There were many ways in which the Keynesian revolution could have developed. It could have extended to core theory and connected to Robertson's and Hayek's work, but it did not, in large part because of the interest of the Keynesian revolutionaries in policy. Complex core theory has little to say about policy; surface theory has much to say. Thus much of the early work in Keynesian economics involved the development of policy-related surface theory. A key place for this development was the Harvard seminar centered around Alvin Hansen, who had come from the University of Minnesota as the first Littauer Professor and who became the one tenured Harvard faculty member accepting Keynesian ideas. With Hansen the young Keynesians had a powerful faculty ally who, like them, was primarily interested in policy, not complex theory. Thus, like a river, the Keynesian revolution followed the path of least resistance, and it was this area of theoretical policy that constituted that path.
David C. Colander and Christian A. Johnson, The Coming of Keynesianism to America: Conversations with the Founders of Keynesian Economics (1996), Introduction
As was the case with the Keynesian theoretical revolution, the Keynesian policy revolution in the United States did not need to be tied to The General Theory. It could have occurred without The General Theory, and much of it ― specifically the emphasis given to monetary and fiscal policy ― was as much a C.E.D. revolution as it was a Keyneisan revolution. Our interviews support this view, and it explains an interesting event recounted in a story about a seminar at which Keynes repudiated what was then thought to be Keynesian economics. This Keynesian policy revolution could be garnered from the Treatise as easily as from The General Theory, and indeed was. Ironically, this policy revolution, while in many ways the least revolutionary aspect of the Keynesian revolution, was the most contentious at the time. People care about policy in ways they do not care about theories or textbooks.
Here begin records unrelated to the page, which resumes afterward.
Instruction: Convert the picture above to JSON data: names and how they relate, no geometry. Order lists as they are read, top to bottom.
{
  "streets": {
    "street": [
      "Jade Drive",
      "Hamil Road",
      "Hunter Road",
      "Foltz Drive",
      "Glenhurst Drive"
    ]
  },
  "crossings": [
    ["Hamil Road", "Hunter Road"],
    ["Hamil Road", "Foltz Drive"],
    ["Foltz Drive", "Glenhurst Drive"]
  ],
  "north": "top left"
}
That it took place in the 1930s made this policy revolution all the more contentious.
David C. Colander and Christian A. Johnson, The Coming of Keynesianism to America: Conversations with the Founders of Keynesian Economics (1996), Introduction
The Keynesian Revolution is one of the most remarkable episodes in the entire history of economic thought; certainly never before and perhaps never since has the economics profession been won over so rapidly and so massively to a new economic theory.
Mark Blaug, "Second Thoughts on the Keynesian Revolution", History of Political Economy, Summer 1991.
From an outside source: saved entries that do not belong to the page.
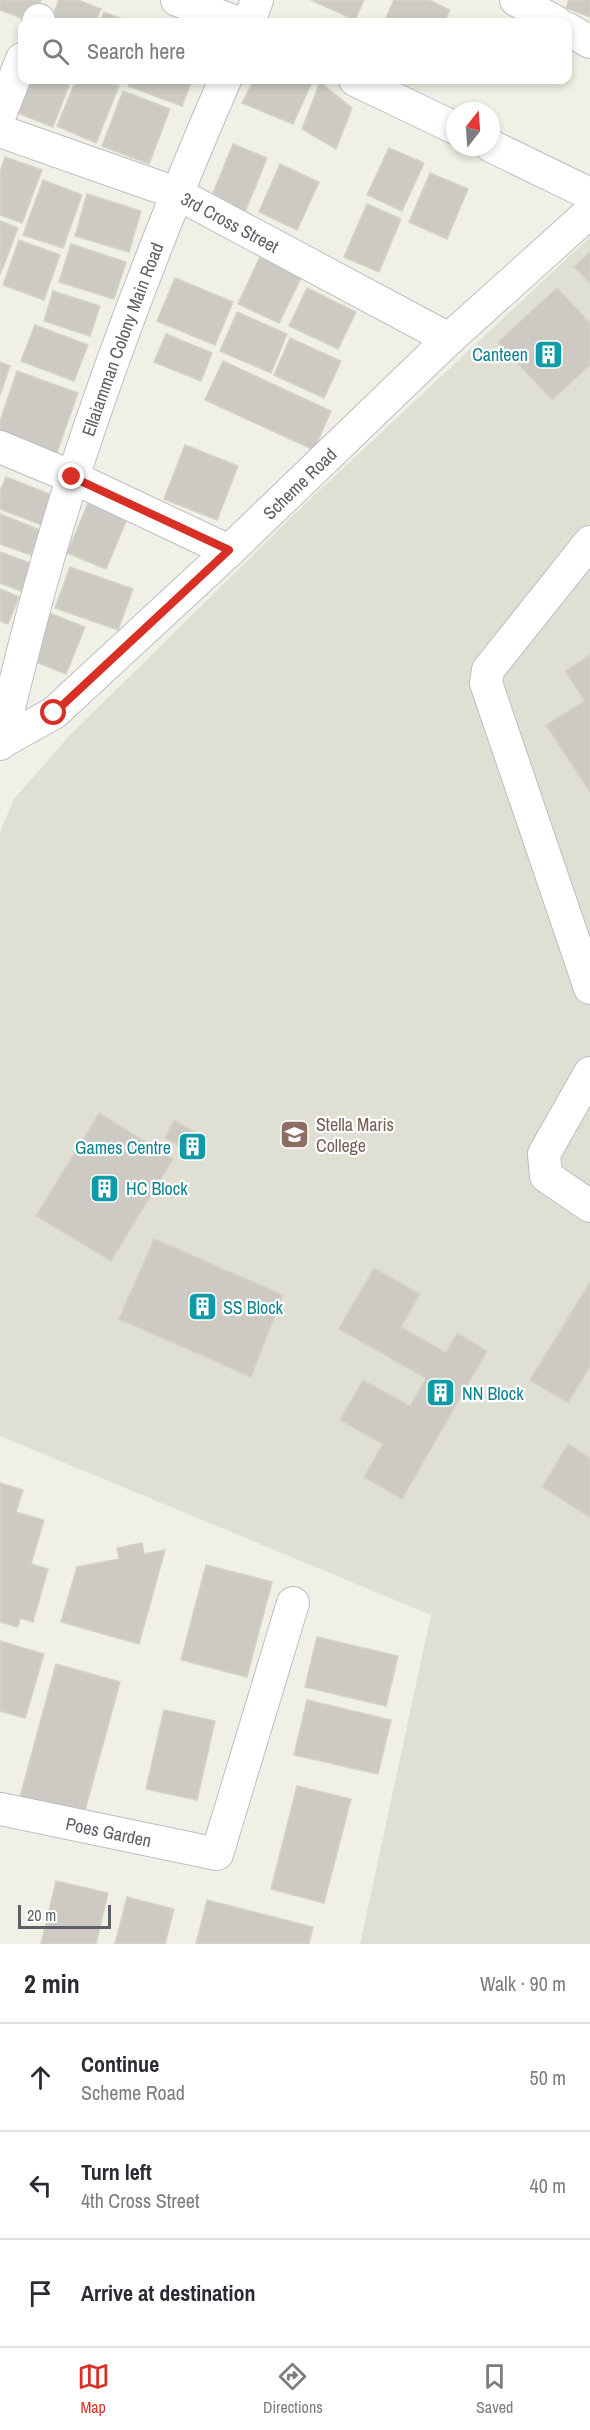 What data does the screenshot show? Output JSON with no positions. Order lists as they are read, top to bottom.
{
  "streets": {
    "street": [
      "3rd Cross Street",
      "Ellaiamman Colony Main Road",
      "Scheme Road",
      "Poes Garden"
    ]
  },
  "crossings": [
    ["3rd Cross Street", "Ellaiamman Colony Main Road"],
    ["3rd Cross Street", "Scheme Road"],
    ["Ellaiamman Colony Main Road", "Scheme Road"]
  ],
  "places": {
    "building": [
      "Canteen",
      "Games Centre",
      "HC Block",
      "SS Block",
      "NN Block"
    ],
    "school or university": ["Stella Maris College"]
  },
  "scale_bar": "20 m",
  "north": "top",
  "page": {
    "search": "Search here",
    "scale": "20 m",
    "heading": ["2 min", "Walk · 90 m"],
    "list": [
      ["Continue", "Scheme Road", "50 m"],
      ["Turn left", "4th Cross Street", "40 m"],
      "Arrive at destination"
    ],
    "nav": ["Map", "Directions", "Saved"]
  }
} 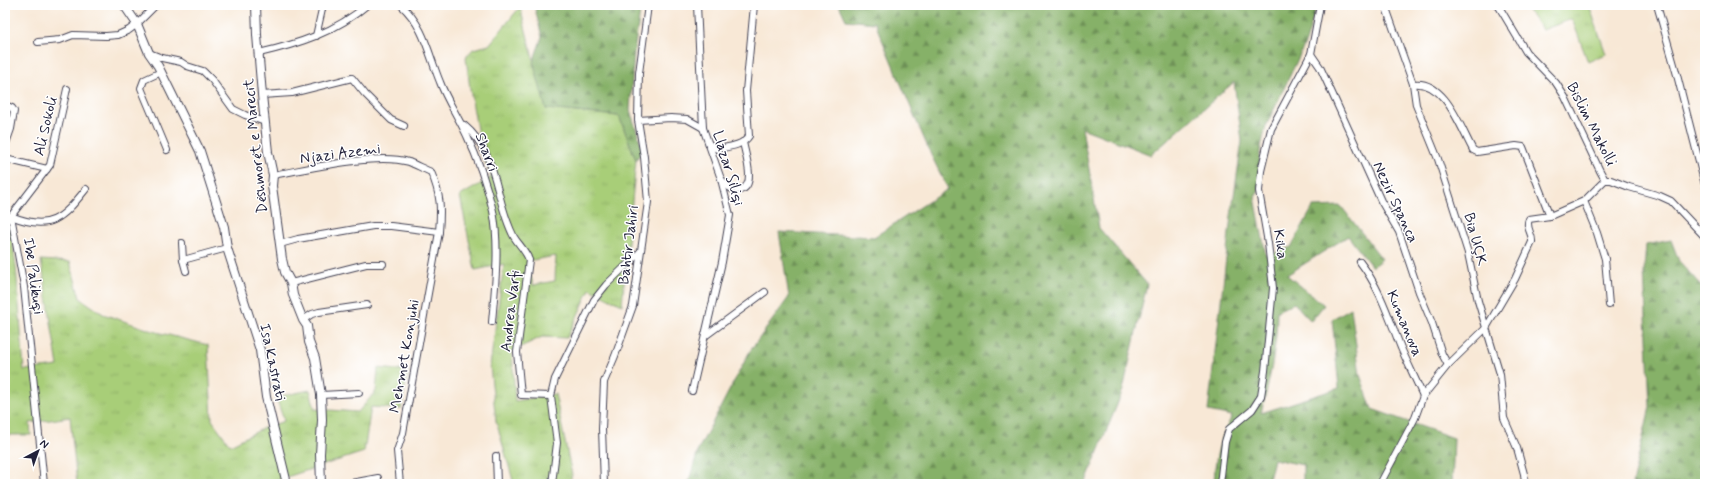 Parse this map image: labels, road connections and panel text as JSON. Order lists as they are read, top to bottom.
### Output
{
  "streets": {
    "street": [
      "Bislim Makolli",
      "Ali Sokoli",
      "Dëshmorët e Marecit",
      "Sharri",
      "Njazi Azemi",
      "Llazar Siliqi",
      "Nezir Spanca",
      "Bia UÇK",
      "Kika",
      "Bahtir Jahiri",
      "Ibe Palikuqi",
      "Andrea Varfi",
      "Kumanova",
      "Mehmet Konjuhi",
      "Isa Kastrati"
    ]
  },
  "crossings": [
    ["Ali Sokoli", "Ibe Palikuqi"],
    ["Dëshmorët e Marecit", "Njazi Azemi"],
    ["Sharri", "Andrea Varfi"],
    ["Njazi Azemi", "Mehmet Konjuhi"],
    ["Nezir Spanca", "Kika"]
  ],
  "north": "top right"
} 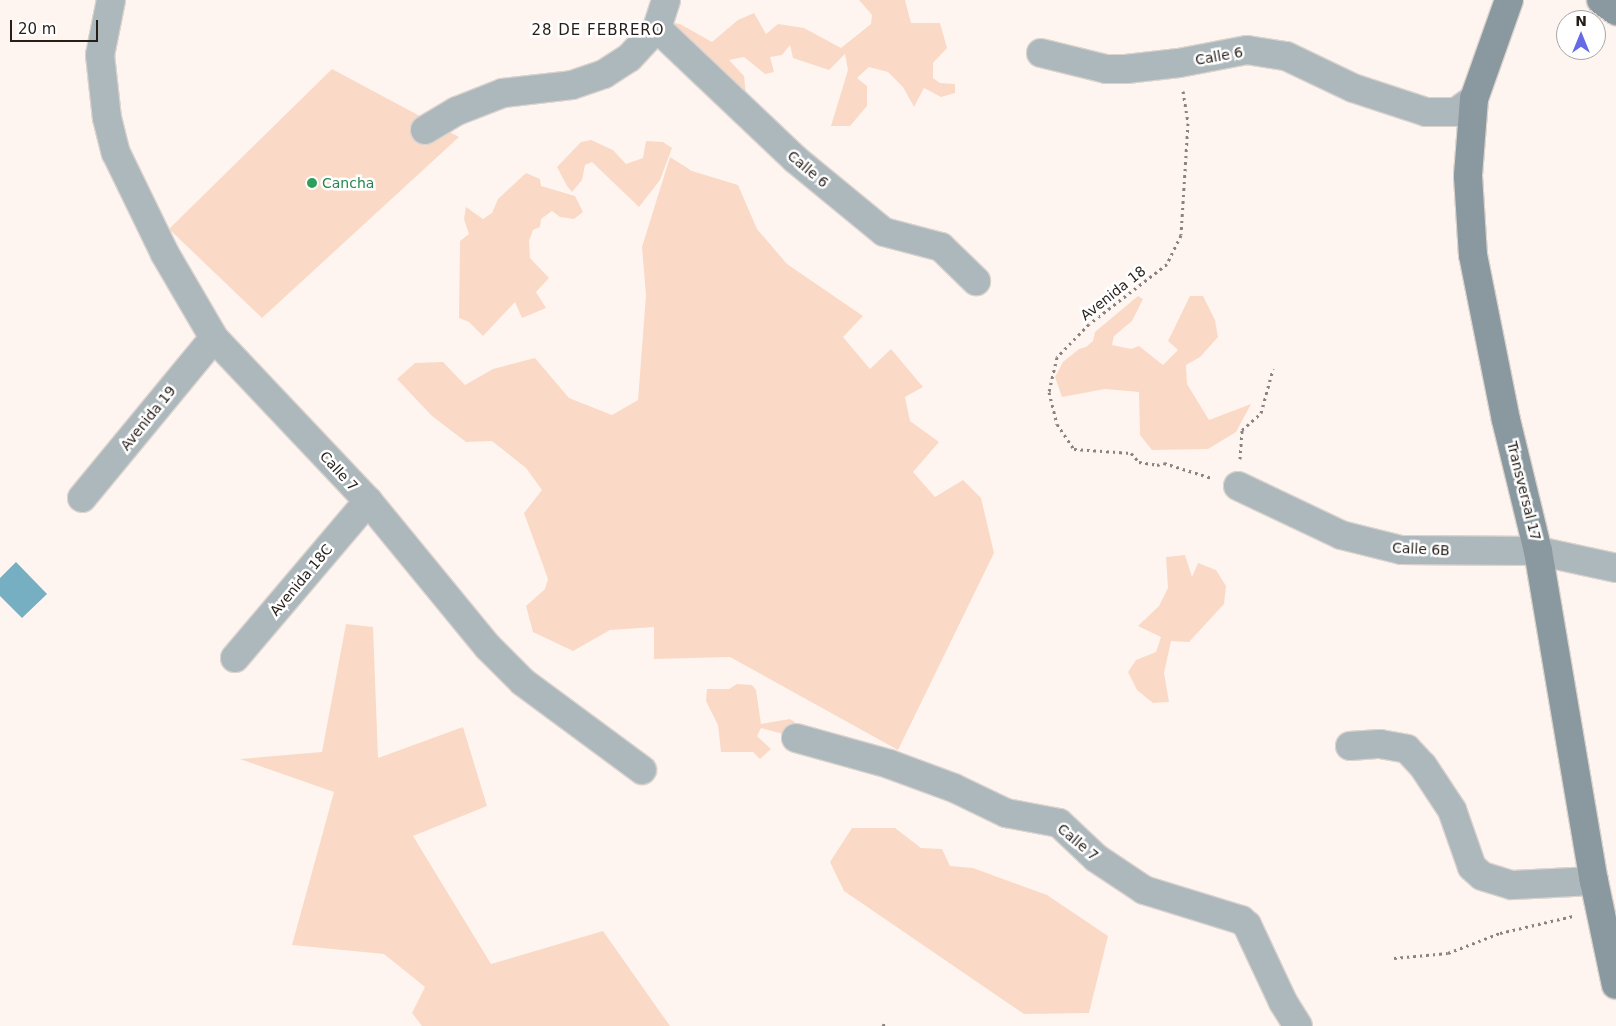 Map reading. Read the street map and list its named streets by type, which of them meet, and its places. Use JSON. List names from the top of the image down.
{
  "streets": {
    "main road": ["Transversal 17"],
    "street": [
      "Calle 6",
      "Avenida 19",
      "Calle 7",
      "Calle 6B",
      "Avenida 18C"
    ],
    "path": ["Avenida 18"]
  },
  "crossings": [
    ["Calle 6", "Avenida 18"],
    ["Calle 6", "Transversal 17"],
    ["Avenida 18", "Calle 6B"],
    ["Avenida 19", "Calle 7"],
    ["Calle 7", "Avenida 18C"],
    ["Transversal 17", "Calle 6B"]
  ],
  "districts": ["28 DE FEBRERO"],
  "places": ["Cancha"],
  "scale_bar": "20 m",
  "north": "top"
}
Contrary to what is widely believed, the crucial result of the 'Keynesian Revolution' is the general acceptance of a factual assumption and, what is more, of an assumption which becomes true as a result of its being generally accepted. The Keynesian theory, as it has developed during the last twenty years, has become a formal apparatus which may or may not be more convenient to deal with the facts than classical monetary theory; this is not our concern here. The decisive assumption on which Keynes's original argument rested and which has since ruled policy is that it is impossible ever to reduce the money wages of a substantial group of workers without causing extensive unemployment. The conclusion which Lord Keynes drew from this, and which the whole of his theoretical system was intended to justify, was that since money wages can in practice not be lowered, the adjustment necessary, whenever wages have become too high to allow 'full employment', must be effected by the devious process of reducing the value of money. A society which accepts this is bound for a continuous process of inflation.
Friedrich A. von Hayek, "Inflation Resulting from Downward Inflexibility of Wages," §15 of "Wage Rigidities and Inflation," ch. V of A Tiger by the Tail: The Keynesian Legacy of Inflation, compiled by Sudha R. Shenoy, 3rd. ed. (published jointly by The Institute of Economic Affairs and the Ludwig von Mises Institute, 2009), p. 68; essay originally published in Studies in Philosophy, Politics and Economics (Routledge, 1967), p. 295.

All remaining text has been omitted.